(Problem details) Using the records below, give again exactly the lines from the line that contains "M411 89 476 255" through the line that contains "M1347 988 1036 1221 1088 1286 1347 1094", both ends included, and only those.

(Dataset)
┌──

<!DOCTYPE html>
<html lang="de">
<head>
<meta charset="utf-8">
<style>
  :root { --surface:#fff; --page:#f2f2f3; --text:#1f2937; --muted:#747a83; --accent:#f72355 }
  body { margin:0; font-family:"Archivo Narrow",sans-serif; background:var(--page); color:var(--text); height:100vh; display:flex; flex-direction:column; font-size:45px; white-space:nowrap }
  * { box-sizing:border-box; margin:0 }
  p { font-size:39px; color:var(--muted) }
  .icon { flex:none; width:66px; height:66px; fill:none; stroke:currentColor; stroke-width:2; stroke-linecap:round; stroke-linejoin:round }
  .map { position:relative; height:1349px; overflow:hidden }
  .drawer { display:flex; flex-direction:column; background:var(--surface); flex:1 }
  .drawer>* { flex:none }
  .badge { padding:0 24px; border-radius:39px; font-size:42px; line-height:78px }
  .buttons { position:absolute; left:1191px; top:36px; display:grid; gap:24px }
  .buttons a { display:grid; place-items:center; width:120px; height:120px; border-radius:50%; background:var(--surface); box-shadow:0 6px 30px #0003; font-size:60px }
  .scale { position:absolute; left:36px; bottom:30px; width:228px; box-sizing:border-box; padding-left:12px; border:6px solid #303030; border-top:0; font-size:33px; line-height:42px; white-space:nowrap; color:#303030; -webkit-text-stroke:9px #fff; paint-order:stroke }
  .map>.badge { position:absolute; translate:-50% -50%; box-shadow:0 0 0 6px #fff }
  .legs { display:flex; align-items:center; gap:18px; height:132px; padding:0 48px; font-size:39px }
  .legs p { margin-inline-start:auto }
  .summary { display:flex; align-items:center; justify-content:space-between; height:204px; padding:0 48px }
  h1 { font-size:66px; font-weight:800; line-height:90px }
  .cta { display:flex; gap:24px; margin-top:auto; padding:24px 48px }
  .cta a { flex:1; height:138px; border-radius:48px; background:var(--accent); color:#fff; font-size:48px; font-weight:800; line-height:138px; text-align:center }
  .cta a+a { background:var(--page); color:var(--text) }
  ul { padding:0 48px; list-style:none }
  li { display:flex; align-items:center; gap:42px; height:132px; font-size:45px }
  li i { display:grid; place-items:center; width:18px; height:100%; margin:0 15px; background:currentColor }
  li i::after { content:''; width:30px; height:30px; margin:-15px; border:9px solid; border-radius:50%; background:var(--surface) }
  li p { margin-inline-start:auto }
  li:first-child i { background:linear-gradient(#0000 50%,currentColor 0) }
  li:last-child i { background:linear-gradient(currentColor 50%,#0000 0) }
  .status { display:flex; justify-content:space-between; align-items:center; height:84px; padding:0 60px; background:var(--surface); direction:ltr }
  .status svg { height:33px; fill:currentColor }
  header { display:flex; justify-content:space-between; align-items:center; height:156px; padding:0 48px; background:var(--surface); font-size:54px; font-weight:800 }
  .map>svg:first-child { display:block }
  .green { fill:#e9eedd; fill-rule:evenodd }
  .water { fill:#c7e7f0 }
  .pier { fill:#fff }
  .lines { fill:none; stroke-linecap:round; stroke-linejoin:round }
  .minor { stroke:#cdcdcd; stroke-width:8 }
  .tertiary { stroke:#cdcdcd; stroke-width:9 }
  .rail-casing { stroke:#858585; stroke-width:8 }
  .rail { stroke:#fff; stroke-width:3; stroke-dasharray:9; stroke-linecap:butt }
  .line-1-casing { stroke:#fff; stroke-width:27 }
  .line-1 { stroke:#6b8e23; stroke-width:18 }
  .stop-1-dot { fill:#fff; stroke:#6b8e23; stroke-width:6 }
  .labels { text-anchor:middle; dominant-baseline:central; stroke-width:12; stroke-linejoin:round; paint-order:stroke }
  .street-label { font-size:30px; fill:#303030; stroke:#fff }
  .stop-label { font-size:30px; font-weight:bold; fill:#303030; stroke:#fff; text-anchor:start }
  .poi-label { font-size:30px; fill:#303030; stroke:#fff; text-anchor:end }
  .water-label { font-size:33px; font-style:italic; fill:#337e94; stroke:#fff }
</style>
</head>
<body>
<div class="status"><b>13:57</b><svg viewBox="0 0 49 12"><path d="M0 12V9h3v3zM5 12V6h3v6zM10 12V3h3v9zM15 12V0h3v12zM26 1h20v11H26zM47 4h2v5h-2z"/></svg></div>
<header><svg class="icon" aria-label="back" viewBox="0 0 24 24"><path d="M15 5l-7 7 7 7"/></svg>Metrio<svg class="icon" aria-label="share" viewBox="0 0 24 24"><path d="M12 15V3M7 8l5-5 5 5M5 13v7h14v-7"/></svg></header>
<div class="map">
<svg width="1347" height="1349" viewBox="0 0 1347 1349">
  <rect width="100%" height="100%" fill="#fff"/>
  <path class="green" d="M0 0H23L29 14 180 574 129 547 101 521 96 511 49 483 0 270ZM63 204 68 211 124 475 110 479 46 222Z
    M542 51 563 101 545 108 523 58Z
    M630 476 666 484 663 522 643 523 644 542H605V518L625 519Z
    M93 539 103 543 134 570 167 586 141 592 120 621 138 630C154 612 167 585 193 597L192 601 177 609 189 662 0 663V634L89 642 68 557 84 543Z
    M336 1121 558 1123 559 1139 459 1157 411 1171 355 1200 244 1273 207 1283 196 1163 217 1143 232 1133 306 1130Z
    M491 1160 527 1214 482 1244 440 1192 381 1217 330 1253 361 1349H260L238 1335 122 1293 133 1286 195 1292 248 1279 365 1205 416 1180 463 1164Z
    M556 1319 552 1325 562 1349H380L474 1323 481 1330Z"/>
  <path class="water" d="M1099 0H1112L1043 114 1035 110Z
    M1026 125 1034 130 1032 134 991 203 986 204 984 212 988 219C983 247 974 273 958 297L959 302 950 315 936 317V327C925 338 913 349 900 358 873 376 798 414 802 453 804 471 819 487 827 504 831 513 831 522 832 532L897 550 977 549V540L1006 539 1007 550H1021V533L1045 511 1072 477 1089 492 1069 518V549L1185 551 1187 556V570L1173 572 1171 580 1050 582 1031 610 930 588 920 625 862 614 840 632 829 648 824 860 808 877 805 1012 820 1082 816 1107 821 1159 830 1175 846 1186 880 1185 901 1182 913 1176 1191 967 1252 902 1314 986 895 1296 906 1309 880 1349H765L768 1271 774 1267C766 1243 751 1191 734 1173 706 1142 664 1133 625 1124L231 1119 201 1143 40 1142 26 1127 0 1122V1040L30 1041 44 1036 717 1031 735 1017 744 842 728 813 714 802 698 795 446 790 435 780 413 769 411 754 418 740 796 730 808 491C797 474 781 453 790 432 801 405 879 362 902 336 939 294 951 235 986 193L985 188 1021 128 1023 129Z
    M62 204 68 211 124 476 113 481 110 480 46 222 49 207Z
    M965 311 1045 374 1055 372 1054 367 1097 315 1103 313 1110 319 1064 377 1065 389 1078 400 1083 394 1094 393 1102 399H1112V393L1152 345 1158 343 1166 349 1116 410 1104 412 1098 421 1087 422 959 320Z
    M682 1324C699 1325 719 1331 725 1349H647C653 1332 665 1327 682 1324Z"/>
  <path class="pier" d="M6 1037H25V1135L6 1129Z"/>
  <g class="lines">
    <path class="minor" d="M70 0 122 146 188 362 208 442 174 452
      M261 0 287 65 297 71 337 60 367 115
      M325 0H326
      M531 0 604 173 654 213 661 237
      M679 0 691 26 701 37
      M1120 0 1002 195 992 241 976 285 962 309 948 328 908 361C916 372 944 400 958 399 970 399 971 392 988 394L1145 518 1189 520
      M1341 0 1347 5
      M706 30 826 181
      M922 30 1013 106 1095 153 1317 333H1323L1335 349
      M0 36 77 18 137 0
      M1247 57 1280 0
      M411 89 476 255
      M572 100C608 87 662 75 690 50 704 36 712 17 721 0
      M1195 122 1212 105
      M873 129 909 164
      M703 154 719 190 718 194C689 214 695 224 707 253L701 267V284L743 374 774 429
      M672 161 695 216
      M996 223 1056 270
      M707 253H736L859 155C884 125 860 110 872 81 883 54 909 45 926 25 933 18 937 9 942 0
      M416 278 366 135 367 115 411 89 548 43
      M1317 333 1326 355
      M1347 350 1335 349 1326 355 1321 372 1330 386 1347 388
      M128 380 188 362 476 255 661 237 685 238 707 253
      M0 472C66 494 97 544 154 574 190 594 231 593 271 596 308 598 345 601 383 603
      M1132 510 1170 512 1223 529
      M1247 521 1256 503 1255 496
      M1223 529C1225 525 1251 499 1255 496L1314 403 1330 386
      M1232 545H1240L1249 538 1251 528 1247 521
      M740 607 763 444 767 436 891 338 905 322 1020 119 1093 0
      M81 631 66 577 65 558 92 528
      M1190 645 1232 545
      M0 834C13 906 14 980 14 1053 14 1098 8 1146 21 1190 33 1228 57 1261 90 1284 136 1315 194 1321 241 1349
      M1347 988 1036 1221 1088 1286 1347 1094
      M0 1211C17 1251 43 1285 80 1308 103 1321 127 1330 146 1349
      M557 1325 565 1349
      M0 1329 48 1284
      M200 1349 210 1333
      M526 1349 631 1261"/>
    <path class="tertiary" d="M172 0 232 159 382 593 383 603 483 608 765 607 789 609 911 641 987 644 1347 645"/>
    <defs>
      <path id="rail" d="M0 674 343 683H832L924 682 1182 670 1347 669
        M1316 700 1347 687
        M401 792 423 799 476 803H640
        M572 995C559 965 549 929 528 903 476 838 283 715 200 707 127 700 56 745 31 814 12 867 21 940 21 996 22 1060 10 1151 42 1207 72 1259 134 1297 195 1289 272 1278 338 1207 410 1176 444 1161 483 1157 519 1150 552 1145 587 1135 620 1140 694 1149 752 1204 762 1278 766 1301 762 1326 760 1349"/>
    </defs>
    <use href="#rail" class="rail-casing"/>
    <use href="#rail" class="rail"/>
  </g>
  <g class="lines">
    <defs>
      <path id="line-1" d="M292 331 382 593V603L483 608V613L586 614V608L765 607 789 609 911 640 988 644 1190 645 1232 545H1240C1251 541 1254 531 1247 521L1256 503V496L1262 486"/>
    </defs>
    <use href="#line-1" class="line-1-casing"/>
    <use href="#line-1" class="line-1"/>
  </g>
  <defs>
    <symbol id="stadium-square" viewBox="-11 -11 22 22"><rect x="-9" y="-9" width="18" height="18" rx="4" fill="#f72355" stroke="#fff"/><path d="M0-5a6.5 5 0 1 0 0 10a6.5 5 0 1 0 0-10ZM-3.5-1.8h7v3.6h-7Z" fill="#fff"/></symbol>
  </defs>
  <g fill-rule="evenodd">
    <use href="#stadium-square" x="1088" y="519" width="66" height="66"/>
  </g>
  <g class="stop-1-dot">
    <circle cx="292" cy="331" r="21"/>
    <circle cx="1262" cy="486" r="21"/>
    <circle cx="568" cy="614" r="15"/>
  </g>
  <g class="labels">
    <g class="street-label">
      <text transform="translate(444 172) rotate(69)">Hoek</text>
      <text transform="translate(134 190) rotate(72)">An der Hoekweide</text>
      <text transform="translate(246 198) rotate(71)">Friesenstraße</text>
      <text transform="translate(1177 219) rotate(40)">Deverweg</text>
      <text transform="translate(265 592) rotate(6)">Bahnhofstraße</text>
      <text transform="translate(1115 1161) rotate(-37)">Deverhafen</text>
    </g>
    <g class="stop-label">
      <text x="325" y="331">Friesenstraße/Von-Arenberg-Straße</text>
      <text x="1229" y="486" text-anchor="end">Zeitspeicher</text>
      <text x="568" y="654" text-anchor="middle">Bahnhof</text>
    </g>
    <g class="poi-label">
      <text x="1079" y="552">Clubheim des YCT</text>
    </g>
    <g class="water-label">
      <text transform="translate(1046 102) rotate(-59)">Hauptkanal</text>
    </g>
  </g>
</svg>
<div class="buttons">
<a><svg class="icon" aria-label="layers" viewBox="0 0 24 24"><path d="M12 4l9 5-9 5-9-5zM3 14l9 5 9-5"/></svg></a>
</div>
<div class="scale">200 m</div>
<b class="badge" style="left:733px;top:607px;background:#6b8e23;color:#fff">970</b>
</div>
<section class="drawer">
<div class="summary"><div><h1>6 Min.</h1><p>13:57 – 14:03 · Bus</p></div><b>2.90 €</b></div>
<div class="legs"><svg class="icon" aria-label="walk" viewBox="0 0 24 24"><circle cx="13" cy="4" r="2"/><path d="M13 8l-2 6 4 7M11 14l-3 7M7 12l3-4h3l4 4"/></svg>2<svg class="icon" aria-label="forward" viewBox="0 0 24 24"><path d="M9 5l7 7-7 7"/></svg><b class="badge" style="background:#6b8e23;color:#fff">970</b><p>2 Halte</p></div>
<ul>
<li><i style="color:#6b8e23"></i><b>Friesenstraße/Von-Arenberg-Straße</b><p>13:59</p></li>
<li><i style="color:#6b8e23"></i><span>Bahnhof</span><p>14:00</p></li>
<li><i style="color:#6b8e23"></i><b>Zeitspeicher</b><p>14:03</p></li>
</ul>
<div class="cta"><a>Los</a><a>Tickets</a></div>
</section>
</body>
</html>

└──

(Result of the exercise)
      M411 89 476 255
      M572 100C608 87 662 75 690 50 704 36 712 17 721 0
      M1195 122 1212 105
      M873 129 909 164
      M703 154 719 190 718 194C689 214 695 224 707 253L701 267V284L743 374 774 429
      M672 161 695 216
      M996 223 1056 270
      M707 253H736L859 155C884 125 860 110 872 81 883 54 909 45 926 25 933 18 937 9 942 0
      M416 278 366 135 367 115 411 89 548 43
      M1317 333 1326 355
      M1347 350 1335 349 1326 355 1321 372 1330 386 1347 388
      M128 380 188 362 476 255 661 237 685 238 707 253
      M0 472C66 494 97 544 154 574 190 594 231 593 271 596 308 598 345 601 383 603
      M1132 510 1170 512 1223 529
      M1247 521 1256 503 1255 496
      M1223 529C1225 525 1251 499 1255 496L1314 403 1330 386
      M1232 545H1240L1249 538 1251 528 1247 521
      M740 607 763 444 767 436 891 338 905 322 1020 119 1093 0
      M81 631 66 577 65 558 92 528
      M1190 645 1232 545
      M0 834C13 906 14 980 14 1053 14 1098 8 1146 21 1190 33 1228 57 1261 90 1284 136 1315 194 1321 241 1349
      M1347 988 1036 1221 1088 1286 1347 1094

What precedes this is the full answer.